+++ GIVEN DATA +++

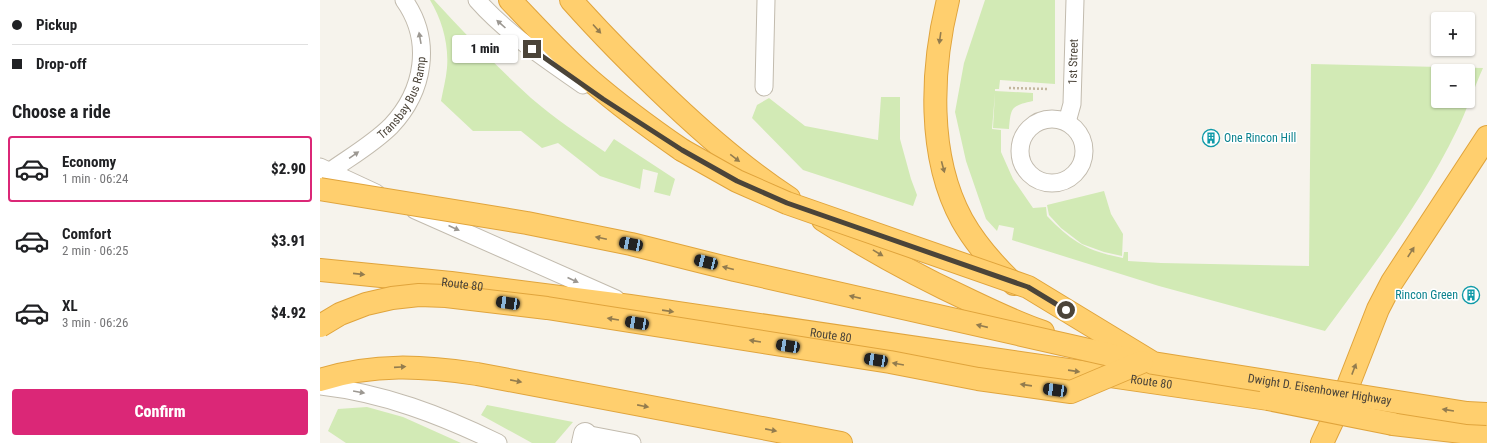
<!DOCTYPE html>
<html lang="en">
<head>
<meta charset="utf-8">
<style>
  body { margin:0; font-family:"Roboto Condensed",sans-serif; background:#f2f2f2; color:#202124; height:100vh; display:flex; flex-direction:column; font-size:15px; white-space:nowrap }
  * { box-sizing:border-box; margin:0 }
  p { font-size:13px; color:#757577 }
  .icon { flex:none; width:22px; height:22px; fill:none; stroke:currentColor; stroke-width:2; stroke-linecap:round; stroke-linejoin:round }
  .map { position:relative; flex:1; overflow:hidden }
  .details { display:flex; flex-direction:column; background:#fff; width:320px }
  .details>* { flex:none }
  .banner { display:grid; align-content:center; height:88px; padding:0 12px; background:#fff }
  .fabs { position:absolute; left:1111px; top:12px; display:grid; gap:8px }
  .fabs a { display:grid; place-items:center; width:44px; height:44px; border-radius:4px; background:#fff; box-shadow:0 1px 3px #0004; font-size:20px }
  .end { position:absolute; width:18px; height:18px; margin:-9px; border:5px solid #4b4439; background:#fff; box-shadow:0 0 0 2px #fff }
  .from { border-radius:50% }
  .bubble { position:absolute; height:28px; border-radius:4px; background:#fff; box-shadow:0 1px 3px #0004; font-size:13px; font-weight:800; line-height:28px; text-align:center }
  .car { position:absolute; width:12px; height:24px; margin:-12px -6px; border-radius:5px; box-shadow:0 0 3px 1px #0007; background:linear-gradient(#222 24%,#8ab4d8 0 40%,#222 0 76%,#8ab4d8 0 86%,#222 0) }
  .banner b { display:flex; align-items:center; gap:14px; height:38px; font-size:15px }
  .banner b+b { border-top:1px solid #e0e0e0 }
  .banner i { width:10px; height:10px; background:#202124 }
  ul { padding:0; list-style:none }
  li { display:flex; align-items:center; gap:12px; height:66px; margin:0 8px 6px; padding:0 4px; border:2px solid transparent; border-radius:4px }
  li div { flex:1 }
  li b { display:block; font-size:15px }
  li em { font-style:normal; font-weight:800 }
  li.current { border-color:#db2777 }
  li>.icon { width:36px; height:36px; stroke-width:1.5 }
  h2 { padding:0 12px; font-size:18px; line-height:48px }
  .button { display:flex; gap:8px; margin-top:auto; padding:8px 12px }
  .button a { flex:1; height:46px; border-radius:4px; background:#db2777; color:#fff; font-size:16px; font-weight:800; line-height:46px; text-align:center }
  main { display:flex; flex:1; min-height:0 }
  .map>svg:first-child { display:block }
  .green { fill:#d2eab5; fill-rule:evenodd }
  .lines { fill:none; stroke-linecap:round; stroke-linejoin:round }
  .lane-casing { stroke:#c2bbae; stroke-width:19 }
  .street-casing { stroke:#c2bbae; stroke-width:24 }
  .highway-casing { stroke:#e0a43c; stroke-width:24 }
  .path { stroke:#c4b79f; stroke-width:2.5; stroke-dasharray:2 2; stroke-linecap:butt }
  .lane { stroke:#fff; stroke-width:17 }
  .street { stroke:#fff; stroke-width:22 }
  .highway { stroke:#ffcf6e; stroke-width:22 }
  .highway-bridge-casing { stroke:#e0a43c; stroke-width:24; stroke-linecap:butt }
  .highway-bridge { stroke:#ffcf6e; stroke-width:22 }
  .oneway { fill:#9c9892 }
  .oneway2 { fill:#937c4e }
  .route { stroke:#4b4439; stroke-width:5 }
  .labels { text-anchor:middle; stroke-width:3; stroke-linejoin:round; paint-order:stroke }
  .street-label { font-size:12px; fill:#4b4439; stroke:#fff }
  .culture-label { font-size:12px; fill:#0d838f; stroke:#fff; text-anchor:start }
</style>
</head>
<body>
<main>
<section class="details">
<div class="banner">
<b><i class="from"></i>Pickup</b>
<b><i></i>Drop-off</b>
</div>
<h2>Choose a ride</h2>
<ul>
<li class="current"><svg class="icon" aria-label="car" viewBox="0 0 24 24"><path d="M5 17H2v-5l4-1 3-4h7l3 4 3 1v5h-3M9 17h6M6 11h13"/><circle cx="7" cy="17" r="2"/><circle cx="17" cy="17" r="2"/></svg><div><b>Economy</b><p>1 min · 06:24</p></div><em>$2.90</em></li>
<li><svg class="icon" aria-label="car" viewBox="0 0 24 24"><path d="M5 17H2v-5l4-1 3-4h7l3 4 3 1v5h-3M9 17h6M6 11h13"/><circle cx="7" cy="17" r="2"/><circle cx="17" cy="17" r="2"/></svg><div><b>Comfort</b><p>2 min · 06:25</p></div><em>$3.91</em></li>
<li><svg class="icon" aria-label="car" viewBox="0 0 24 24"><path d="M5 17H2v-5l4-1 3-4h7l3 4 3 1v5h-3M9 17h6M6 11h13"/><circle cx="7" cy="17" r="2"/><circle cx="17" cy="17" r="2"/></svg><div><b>XL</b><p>3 min · 06:26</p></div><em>$4.92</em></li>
</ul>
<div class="button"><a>Confirm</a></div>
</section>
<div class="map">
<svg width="1167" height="443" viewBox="0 0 1167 443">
  <rect width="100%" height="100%" fill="#f6f3ec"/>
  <g class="green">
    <path d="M110,0H114C145,34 177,67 211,98C234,118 260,135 285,152L294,139L355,179L350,196L334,192L338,173L323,169L320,189L280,176L238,143L222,148L201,131H153L121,101C123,90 126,79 127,68C129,44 122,20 110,0Z"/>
    <path d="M665,0H735V84L680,80L679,89H675V91L713,93V101C691,106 691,107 689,129L673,128L675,93L672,129L681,130V152L693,179L713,208L726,207L727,216C752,242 767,251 803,258L804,252H808V261L841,263L989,266L991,64L1163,68C1154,88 1147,110 1137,130C1102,202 1052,267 1005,331L839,286L692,240L694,228L679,225L677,231L666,219L646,161L635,112L644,63ZM1118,71H1148V101H1118Z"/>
    <path d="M561,97H580V139L591,179L597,195L593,206L483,170L432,118L437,105L449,98L485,126L558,140Z"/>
    <path d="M784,191L791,214L803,234L802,256L784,252L762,244L741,228L729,215L727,205Z"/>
    <path d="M167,405L253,422L235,443H212L161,415Z"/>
    <path d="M47,407L83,417L141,443H26L8,431L18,409Z"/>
  </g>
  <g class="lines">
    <g class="lane-casing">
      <g id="lane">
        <path d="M157,0C187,34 226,59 263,85"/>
        <path d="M444,87L446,0"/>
        <circle cx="732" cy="151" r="32"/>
        <path id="s1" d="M747,122L752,104L755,0"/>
        <path d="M0,167L56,193"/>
        <path id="s2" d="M0,171L9,172C30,157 53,144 71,126C104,91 113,41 84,0"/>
        <path d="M95,210L296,299"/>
        <path d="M0,386C63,393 121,415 178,443"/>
        <path d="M265,434L312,443"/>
      </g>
    </g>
    <g class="street-casing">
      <path id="street" d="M263,443L265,434"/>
    </g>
    <g class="highway-casing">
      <g id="highway">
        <path d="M190,0C216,27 241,55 270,80C299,105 330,128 362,150"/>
        <path d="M251,0C283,36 316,69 351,102C388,137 426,170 469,198"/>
        <path d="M628,0C611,69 607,156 642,220C656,245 674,265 694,284"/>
        <path d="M503,220C551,251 601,278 653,302C676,313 699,324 723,332"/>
        <path id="s3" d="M0,270L131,283L310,306L948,399"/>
        <path d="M0,380C54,363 103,366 157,374L521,443"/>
        <path d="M1073,424L1167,435"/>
        <path d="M1002,443L1024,396L1058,309L1072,282L1167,137"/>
      </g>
    </g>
    <path class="path" d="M689,88L728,89"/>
    <use href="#lane" class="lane"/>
    <use href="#street" class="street"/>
    <use href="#highway" class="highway"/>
    <g class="highway-bridge-casing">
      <g id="highway-bridge">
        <path id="s4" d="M362,150L417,181L467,203L708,287L833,363L1147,413L1167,414"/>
        <path d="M0,189L207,223L311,244L415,270L817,361"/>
        <path d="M0,326L20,314L46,304L72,298L99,295L126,296L227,308L570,362L658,379L751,392L822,362"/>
        <path d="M948,399L1073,424"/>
      </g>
    </g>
    <use href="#highway-bridge" class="highway-bridge"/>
  </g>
  <defs><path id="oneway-solid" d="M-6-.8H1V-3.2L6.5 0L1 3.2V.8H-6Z"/></defs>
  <g class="oneway">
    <use href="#oneway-solid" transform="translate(181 24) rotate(-138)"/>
    <use href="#oneway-solid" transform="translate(100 38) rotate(-100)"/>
    <use href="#oneway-solid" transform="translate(34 155) rotate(-35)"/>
    <use href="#oneway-solid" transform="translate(134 228) rotate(24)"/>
    <use href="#oneway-solid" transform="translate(253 280) rotate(24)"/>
    <use href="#oneway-solid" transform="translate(39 392) rotate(10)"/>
  </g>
  <g class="oneway2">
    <use href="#oneway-solid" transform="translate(277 29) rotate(48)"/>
    <use href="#oneway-solid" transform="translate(620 38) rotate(98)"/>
    <use href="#oneway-solid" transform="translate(415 158) rotate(37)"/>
    <use href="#oneway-solid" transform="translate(623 167) rotate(75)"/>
    <use href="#oneway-solid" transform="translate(281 238) rotate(-168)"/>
    <use href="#oneway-solid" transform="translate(1091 252) rotate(-57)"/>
    <use href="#oneway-solid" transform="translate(558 253) rotate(31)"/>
    <use href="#oneway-solid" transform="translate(408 268) rotate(-166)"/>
    <use href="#oneway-solid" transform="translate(39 274) rotate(6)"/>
    <use href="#oneway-solid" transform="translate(535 297) rotate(-167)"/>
    <use href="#oneway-solid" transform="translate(348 311) rotate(8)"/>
    <use href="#oneway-solid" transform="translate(293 319) rotate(-171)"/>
    <use href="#oneway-solid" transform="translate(662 326) rotate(-167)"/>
    <use href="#oneway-solid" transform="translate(435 341) rotate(-171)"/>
    <use href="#oneway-solid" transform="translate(578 364) rotate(-170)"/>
    <use href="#oneway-solid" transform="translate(80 367) rotate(-4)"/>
    <use href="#oneway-solid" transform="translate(1034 369) rotate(-69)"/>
    <use href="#oneway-solid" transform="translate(754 371) rotate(8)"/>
    <use href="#oneway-solid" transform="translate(196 381) rotate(11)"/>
    <use href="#oneway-solid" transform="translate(706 385) rotate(-172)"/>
    <use href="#oneway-solid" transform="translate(323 406) rotate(11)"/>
    <use href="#oneway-solid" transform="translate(1128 410) rotate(-171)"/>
    <use href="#oneway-solid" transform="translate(451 430) rotate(11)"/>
  </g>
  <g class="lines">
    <path class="route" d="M212,49L283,99L362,150L417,181L467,203L708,287L746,310"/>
  </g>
  <defs>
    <g id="building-ring" transform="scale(0.9)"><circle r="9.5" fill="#fff" stroke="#0f9aa8" stroke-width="1.5"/><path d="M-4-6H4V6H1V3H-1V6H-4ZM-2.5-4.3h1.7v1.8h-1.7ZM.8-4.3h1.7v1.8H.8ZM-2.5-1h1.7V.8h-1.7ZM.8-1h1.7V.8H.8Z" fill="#0f9aa8"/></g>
  </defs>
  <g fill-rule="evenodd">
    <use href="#building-ring" x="891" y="138"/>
    <use href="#building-ring" x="1151" y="295"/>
  </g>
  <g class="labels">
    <g class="street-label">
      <text dy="4" stroke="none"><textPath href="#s1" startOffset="61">1st Street</textPath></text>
      <text dy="4" stroke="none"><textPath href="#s2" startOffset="117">Transbay Bus Ramp</textPath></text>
      <text dy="4" stroke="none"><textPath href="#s3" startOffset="143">Route 80</textPath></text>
      <text dy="4" stroke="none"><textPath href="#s3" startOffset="515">Route 80</textPath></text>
      <text dy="4" stroke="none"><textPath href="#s3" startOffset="839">Route 80</textPath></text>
      <text dy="4" stroke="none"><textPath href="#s4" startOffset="688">Dwight D. Eisenhower Highway</textPath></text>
    </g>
    <g class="culture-label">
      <text x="904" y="142">One Rincon Hill</text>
      <text x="1138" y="299" text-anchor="end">Rincon Green</text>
    </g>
  </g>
</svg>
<div class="fabs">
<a>+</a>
<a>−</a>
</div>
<i class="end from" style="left:746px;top:310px"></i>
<i class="end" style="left:212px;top:49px"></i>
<div class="bubble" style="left:132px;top:35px;width:66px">1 min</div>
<i class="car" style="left:311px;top:244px;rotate:281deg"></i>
<i class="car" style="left:386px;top:262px;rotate:284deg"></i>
<i class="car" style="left:188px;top:303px;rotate:278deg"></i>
<i class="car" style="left:317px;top:323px;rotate:279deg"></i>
<i class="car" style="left:468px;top:346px;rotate:279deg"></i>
<i class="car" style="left:556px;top:360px;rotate:279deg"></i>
<i class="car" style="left:735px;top:390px;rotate:278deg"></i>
</div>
</main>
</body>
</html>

+++

EXERCISE OBJECTIVE
Write out the lines of the entries above exactly, beginning with the first and ending with the line that contains "position:absolute; height:28px; border-radius:4px;". No picture goes in.

SOLUTION TO THIS TASK
<!DOCTYPE html>
<html lang="en">
<head>
<meta charset="utf-8">
<style>
  body { margin:0; font-family:"Roboto Condensed",sans-serif; background:#f2f2f2; color:#202124; height:100vh; display:flex; flex-direction:column; font-size:15px; white-space:nowrap }
  * { box-sizing:border-box; margin:0 }
  p { font-size:13px; color:#757577 }
  .icon { flex:none; width:22px; height:22px; fill:none; stroke:currentColor; stroke-width:2; stroke-linecap:round; stroke-linejoin:round }
  .map { position:relative; flex:1; overflow:hidden }
  .details { display:flex; flex-direction:column; background:#fff; width:320px }
  .details>* { flex:none }
  .banner { display:grid; align-content:center; height:88px; padding:0 12px; background:#fff }
  .fabs { position:absolute; left:1111px; top:12px; display:grid; gap:8px }
  .fabs a { display:grid; place-items:center; width:44px; height:44px; border-radius:4px; background:#fff; box-shadow:0 1px 3px #0004; font-size:20px }
  .end { position:absolute; width:18px; height:18px; margin:-9px; border:5px solid #4b4439; background:#fff; box-shadow:0 0 0 2px #fff }
  .from { border-radius:50% }
  .bubble { position:absolute; height:28px; border-radius:4px; background:#fff; box-shadow:0 1px 3px #0004; font-size:13px; font-weight:800; line-height:28px; text-align:center }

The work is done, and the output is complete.